Background[edit | edit source]
For much of his life, H.P. Lovecraft suffered from night-terrors in the form of waking dreams, the imagery of which inspired much of the content of his stories. He blamed it all on a key that he owned, calling it "the Key to the Gate of Dreams".
Whether the Key had been affecting Lovecraft or he in turn influenced its creation is unknown, but the end result is the same: a person whose bare skin touches the Key will be perceived as a terrifying, tentacled monstrosity by anyone who encounters them.
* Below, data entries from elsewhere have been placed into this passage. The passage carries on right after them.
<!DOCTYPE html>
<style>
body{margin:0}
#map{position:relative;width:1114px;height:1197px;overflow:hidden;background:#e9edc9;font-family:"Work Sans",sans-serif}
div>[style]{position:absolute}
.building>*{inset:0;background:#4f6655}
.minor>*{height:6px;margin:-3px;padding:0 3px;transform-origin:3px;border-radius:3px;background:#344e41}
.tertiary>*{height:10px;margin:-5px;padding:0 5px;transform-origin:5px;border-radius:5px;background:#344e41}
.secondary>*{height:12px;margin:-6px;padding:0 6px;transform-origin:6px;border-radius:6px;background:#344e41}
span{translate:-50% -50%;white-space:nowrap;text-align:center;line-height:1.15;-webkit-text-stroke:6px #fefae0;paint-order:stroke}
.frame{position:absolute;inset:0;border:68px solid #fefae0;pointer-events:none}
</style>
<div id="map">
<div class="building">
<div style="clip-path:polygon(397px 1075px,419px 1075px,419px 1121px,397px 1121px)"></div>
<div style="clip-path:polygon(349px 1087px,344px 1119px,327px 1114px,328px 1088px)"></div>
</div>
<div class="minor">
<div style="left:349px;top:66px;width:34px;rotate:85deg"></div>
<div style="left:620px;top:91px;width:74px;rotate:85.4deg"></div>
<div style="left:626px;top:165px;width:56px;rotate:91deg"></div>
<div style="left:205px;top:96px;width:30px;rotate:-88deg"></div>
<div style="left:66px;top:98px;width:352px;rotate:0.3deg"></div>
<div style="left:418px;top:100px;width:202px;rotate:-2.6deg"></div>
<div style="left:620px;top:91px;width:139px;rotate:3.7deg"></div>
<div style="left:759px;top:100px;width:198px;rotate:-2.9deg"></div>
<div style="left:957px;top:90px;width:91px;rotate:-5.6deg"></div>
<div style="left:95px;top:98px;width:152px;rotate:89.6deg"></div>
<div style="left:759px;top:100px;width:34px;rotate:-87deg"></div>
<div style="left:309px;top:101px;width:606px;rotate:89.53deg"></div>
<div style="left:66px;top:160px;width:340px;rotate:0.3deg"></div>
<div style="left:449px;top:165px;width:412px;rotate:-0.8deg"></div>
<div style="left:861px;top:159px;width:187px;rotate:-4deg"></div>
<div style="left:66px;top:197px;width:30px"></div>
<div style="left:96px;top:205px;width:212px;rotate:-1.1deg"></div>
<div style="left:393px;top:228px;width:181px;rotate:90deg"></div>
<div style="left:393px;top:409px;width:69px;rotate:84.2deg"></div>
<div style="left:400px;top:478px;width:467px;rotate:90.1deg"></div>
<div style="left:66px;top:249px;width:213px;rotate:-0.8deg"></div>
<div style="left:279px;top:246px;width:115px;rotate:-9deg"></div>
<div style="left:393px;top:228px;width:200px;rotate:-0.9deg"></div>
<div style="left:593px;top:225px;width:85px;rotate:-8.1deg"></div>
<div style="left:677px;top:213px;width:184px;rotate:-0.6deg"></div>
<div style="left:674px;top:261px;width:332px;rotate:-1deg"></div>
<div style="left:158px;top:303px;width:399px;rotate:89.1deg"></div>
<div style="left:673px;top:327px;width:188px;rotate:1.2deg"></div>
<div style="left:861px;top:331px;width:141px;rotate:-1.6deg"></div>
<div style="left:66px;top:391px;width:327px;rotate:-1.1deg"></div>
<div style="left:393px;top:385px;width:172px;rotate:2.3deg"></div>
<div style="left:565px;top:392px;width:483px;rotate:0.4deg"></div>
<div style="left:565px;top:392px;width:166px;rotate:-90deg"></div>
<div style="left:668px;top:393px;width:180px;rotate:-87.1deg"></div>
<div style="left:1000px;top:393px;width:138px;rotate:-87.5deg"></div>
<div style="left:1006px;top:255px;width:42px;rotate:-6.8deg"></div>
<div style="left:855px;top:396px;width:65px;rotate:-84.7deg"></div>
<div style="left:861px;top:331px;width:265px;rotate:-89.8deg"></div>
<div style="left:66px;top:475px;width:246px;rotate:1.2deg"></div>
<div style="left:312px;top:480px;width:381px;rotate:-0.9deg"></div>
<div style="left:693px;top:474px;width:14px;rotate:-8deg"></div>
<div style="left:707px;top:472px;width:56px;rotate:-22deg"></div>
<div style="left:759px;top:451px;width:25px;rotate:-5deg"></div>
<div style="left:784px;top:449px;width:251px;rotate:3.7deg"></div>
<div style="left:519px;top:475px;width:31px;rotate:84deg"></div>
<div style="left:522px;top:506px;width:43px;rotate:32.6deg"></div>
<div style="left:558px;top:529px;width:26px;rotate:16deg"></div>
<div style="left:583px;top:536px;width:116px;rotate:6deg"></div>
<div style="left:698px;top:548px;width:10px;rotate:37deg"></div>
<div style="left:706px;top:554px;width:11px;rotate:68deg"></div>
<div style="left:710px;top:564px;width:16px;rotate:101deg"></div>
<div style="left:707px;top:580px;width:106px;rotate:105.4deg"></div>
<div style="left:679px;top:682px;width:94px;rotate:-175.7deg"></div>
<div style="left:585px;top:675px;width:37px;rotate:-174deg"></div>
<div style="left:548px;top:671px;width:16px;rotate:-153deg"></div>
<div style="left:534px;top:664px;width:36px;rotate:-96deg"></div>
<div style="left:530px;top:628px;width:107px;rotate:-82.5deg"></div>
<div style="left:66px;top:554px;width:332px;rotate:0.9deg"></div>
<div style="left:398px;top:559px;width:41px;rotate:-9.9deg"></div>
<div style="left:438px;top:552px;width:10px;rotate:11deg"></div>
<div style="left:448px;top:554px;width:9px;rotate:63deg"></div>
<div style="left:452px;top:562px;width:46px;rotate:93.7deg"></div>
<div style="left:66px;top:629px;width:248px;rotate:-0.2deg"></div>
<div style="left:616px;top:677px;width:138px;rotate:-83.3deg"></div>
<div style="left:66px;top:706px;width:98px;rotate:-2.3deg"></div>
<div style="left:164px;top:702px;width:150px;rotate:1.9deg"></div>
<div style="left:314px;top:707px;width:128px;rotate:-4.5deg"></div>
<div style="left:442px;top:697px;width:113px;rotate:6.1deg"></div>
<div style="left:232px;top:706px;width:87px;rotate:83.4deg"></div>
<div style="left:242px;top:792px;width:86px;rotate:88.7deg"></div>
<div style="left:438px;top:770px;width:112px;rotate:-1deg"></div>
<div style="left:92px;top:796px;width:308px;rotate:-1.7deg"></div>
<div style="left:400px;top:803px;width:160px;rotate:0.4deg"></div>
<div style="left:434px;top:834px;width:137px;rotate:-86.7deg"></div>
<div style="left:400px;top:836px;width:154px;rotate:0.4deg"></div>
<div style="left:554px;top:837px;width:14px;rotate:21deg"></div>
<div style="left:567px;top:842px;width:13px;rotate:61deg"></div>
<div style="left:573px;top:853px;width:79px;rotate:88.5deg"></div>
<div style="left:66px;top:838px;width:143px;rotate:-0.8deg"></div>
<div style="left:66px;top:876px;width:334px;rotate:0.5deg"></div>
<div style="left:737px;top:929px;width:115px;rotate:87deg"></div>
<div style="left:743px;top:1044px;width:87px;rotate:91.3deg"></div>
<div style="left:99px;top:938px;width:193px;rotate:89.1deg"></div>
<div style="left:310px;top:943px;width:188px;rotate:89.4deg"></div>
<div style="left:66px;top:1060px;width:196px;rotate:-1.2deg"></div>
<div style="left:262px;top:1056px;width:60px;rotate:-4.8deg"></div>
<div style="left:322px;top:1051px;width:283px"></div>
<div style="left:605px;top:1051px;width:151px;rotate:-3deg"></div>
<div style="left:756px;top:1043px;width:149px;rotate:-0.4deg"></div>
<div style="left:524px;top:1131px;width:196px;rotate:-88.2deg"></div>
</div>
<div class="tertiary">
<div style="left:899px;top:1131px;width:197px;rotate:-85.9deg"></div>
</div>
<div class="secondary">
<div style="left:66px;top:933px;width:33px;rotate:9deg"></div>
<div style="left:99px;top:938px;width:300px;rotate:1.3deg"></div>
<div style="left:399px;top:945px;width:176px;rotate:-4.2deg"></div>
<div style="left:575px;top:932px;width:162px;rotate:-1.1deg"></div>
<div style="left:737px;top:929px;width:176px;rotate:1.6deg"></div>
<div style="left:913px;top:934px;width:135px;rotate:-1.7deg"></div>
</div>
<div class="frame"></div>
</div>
Only people who encounter the afflicted person within a set time limit after they have handled the Key will perceive them as a monster; those who come after the limit will perceive the person normally.
Usage[edit | edit source]
The Key came to the attention of Ron Hadsell, who acquired it with the intent of exacting revenge on those he blamed for the death of his fiancee. He would approach them and hand the Key to them, saying they dropped it, then leave them to the riots that ensued.
The Warehouse first discovered the artifact after a man was beaten half to death by an angry mob of people who claimed they saw a monster. By the time the Warehouse agents had tracked Hadsell down, one person was dead, another was in a coma, and a third had nearly been killed by her husband.
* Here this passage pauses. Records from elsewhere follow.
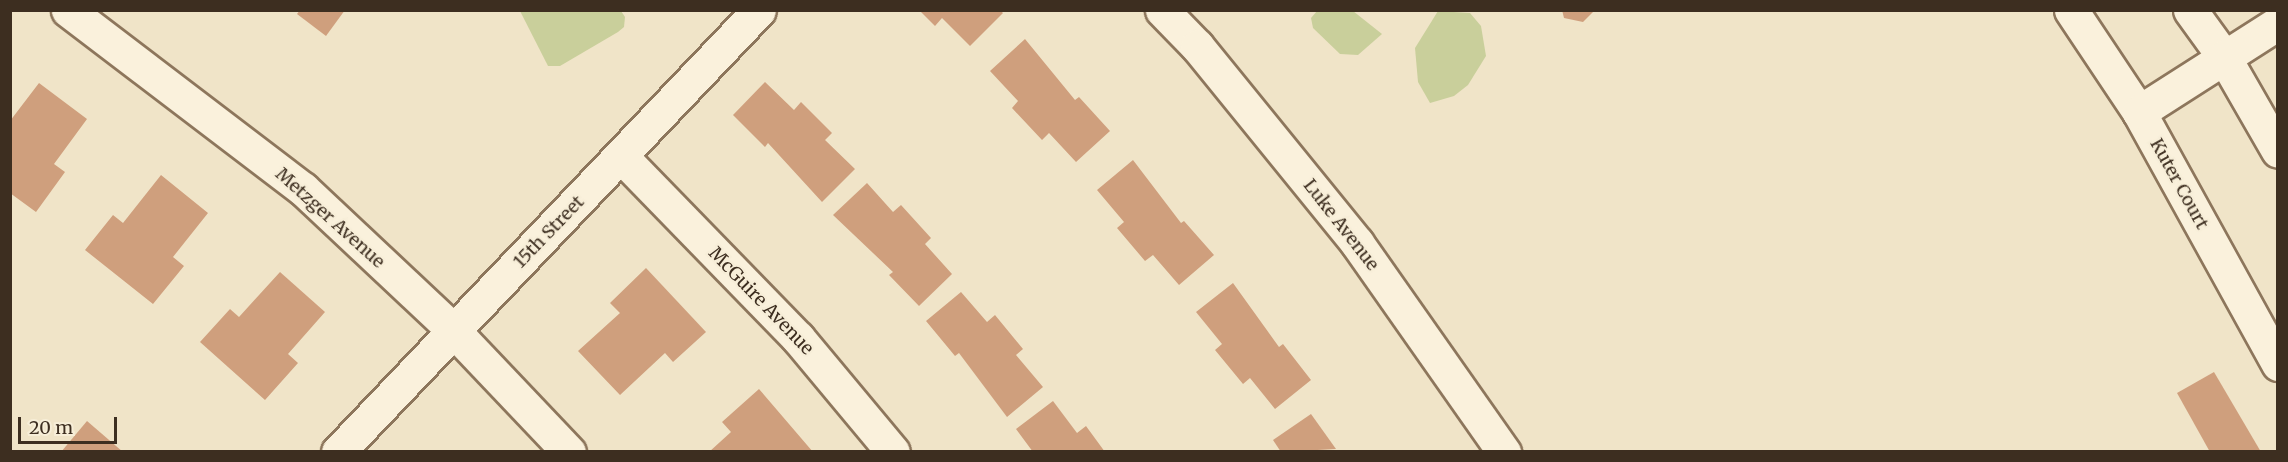 <!DOCTYPE html>
<style>
body{margin:0}
#map{position:relative;width:2288px;height:462px;overflow:hidden;background:#f0e4c8;font-family:Merriweather,serif}
div>[style]{position:absolute}
[style*='--x']{left:calc(var(--x)*1px);top:calc(var(--y)*1px);width:calc(var(--w)*1px);rotate:calc(var(--a)*1deg)}
.green>*{inset:0;background:#c9cf9b}
.building>*{inset:0;background:#cf9f7d}
.roads{filter:drop-shadow(2px 0 #8d765c) drop-shadow(-2px 0 #8d765c) drop-shadow(0 2px #8d765c) drop-shadow(0 -2px #8d765c)}
.minor>*{height:33px;margin:-16.5px;padding:0 16.5px;transform-origin:16.5px;border-radius:16.5px;background:#faf1dc}
span{translate:-50% -50%;white-space:nowrap;text-align:center;line-height:1.15;-webkit-text-stroke:4.5px #f7eed8;paint-order:stroke}
.street-label{font-size:18px;color:#3d2e20}
.frame{position:absolute;inset:0;border:12px solid #3d2e20;pointer-events:none}
.scale{position:absolute;left:18px;top:417px;width:99px;height:27px;box-sizing:border-box;border:3px solid #3d2e20;border-top:0;padding-left:8px;font-size:18px;line-height:21px;white-space:nowrap;color:#3d2e20;-webkit-text-stroke:4px #f7eed8;paint-order:stroke}
</style>
<div id="map">
<div class="green">
<div style="clip-path:polygon(520px 11px,621px 11px,625px 17px,624px 27px,618px 32px,560px 66px,548px 66px)"></div>
<div style="clip-path:polygon(1317px 11px,1353px 11px,1382px 34px,1358px 55px,1340px 54px,1313px 28px,1311px 18px)"></div>
<div style="clip-path:polygon(1438px 11px,1470px 13px,1481px 26px,1486px 56px,1468px 85px,1454px 96px,1430px 103px,1418px 82px,1415px 48px)"></div>
</div>
<div class="building">
<div style="clip-path:polygon(300px 10px,345px 10px,326px 36px,297px 14px)"></div>
<div style="clip-path:polygon(919px 10px,1000px 10px,1003px 13px,970px 46px,942px 18px,935px 26px)"></div>
<div style="clip-path:polygon(1562px 10px,1595px 10px,1583px 22px,1564px 18px)"></div>
<div style="clip-path:polygon(1025px 39px,1075px 100px,1079px 97px,1110px 131px,1076px 162px,1049px 133px,1042px 140px,1012px 108px,1018px 101px,990px 71px)"></div>
<div style="clip-path:polygon(765px 82px,794px 110px,801px 102px,832px 133px,825px 140px,855px 169px,822px 202px,768px 143px,765px 147px,733px 115px)"></div>
<div style="clip-path:polygon(39px 83px,87px 119px,54px 164px,65px 172px,36px 212px,10px 193px,10px 121px)"></div>
<div style="clip-path:polygon(1133px 160px,1181px 223px,1184px 221px,1214px 255px,1179px 285px,1153px 255px,1145px 261px,1117px 228px,1124px 222px,1097px 190px)"></div>
<div style="clip-path:polygon(161px 175px,208px 213px,173px 257px,184px 266px,153px 304px,85px 250px,113px 215px,123px 223px)"></div>
<div style="clip-path:polygon(867px 183px,893px 212px,901px 205px,931px 238px,925px 244px,952px 274px,919px 306px,889px 275px,893px 272px,833px 215px)"></div>
<div style="clip-path:polygon(646px 268px,706px 332px,673px 362px,665px 353px,620px 395px,578px 351px,620px 313px,610px 303px)"></div>
<div style="clip-path:polygon(280px 272px,325px 312px,288px 354px,298px 363px,265px 400px,200px 342px,230px 309px,239px 317px)"></div>
<div style="clip-path:polygon(1233px 283px,1279px 347px,1283px 344px,1311px 380px,1275px 409px,1250px 378px,1243px 384px,1215px 350px,1222px 344px,1196px 312px)"></div>
<div style="clip-path:polygon(961px 292px,987px 322px,995px 315px,1023px 349px,1016px 355px,1043px 387px,1007px 417px,959px 353px,955px 356px,926px 321px)"></div>
<div style="clip-path:polygon(2214px 372px,2261px 452px,2210px 452px,2177px 393px)"></div>
<div style="clip-path:polygon(759px 389px,813px 452px,709px 452px,731px 432px,722px 422px)"></div>
<div style="clip-path:polygon(1053px 401px,1077px 433px,1086px 426px,1105px 452px,1033px 452px,1016px 429px)"></div>
<div style="clip-path:polygon(1311px 414px,1336px 449px,1281px 452px,1273px 440px)"></div>
<div style="clip-path:polygon(87px 421px,123px 452px,61px 452px)"></div>
</div>
<div class="roads">
<div class="minor">
<div style="--x:68;--y:10;--w:295;--a:37.3"></div>
<div style="--x:303;--y:189;--w:207;--a:43.2"></div>
<div style="--x:454;--y:331;--w:167;--a:46.5"></div>
<div style="--x:1162;--y:10;--w:50;--a:45.8"></div>
<div style="--x:1197;--y:46;--w:254;--a:50.9"></div>
<div style="--x:1357;--y:243;--w:256;--a:54.9"></div>
<div style="--x:2071;--y:10;--w:123;--a:56.3"></div>
<div style="--x:2139;--y:112;--w:288;--a:61.1"></div>
<div style="--x:2190;--y:10;--w:58;--a:54.1"></div>
<div style="--x:2224;--y:57;--w:108;--a:60.1"></div>
<div style="--x:2139;--y:112;--w:165;--a:-32.6"></div>
<div style="--x:621;--y:156;--w:254;--a:45.8"></div>
<div style="--x:798;--y:338;--w:148;--a:50.2"></div>
<div style="--x:338;--y:452;--w:610;--a:-46.39"></div>
</div>
</div>
<div class="street-label">
<span style="left:2179px;top:184px;rotate:61deg">Kuter Court</span>
<span style="left:330px;top:218px;rotate:42deg">Metzger Avenue</span>
<span style="left:1341px;top:225px;rotate:52deg">Luke Avenue</span>
<span style="left:549px;top:232px;rotate:-46deg">15th Street</span>
<span style="left:761px;top:301px;rotate:46deg">McGuire Avenue</span>
</div>
<div class="frame"></div>
<div class="scale">20 m</div>
</div>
Pete intercepted Ron as he headed for his last target and cornered him in a gym. Before he could be brought in, Ron used the Key on Pete and incited the gym's patrons into a riot to kill him. Only the intervention of Myka saved Pete from being mauled to death.
Real World Connections[edit | edit source]
- H.P. Lovecraft was an American author who wrote horror, fantasy, science fiction stories known for tentacled, winged, and/or many-eyed creatures such as Cthulhu. He's considered one of the most influential horror writers of the 20th century.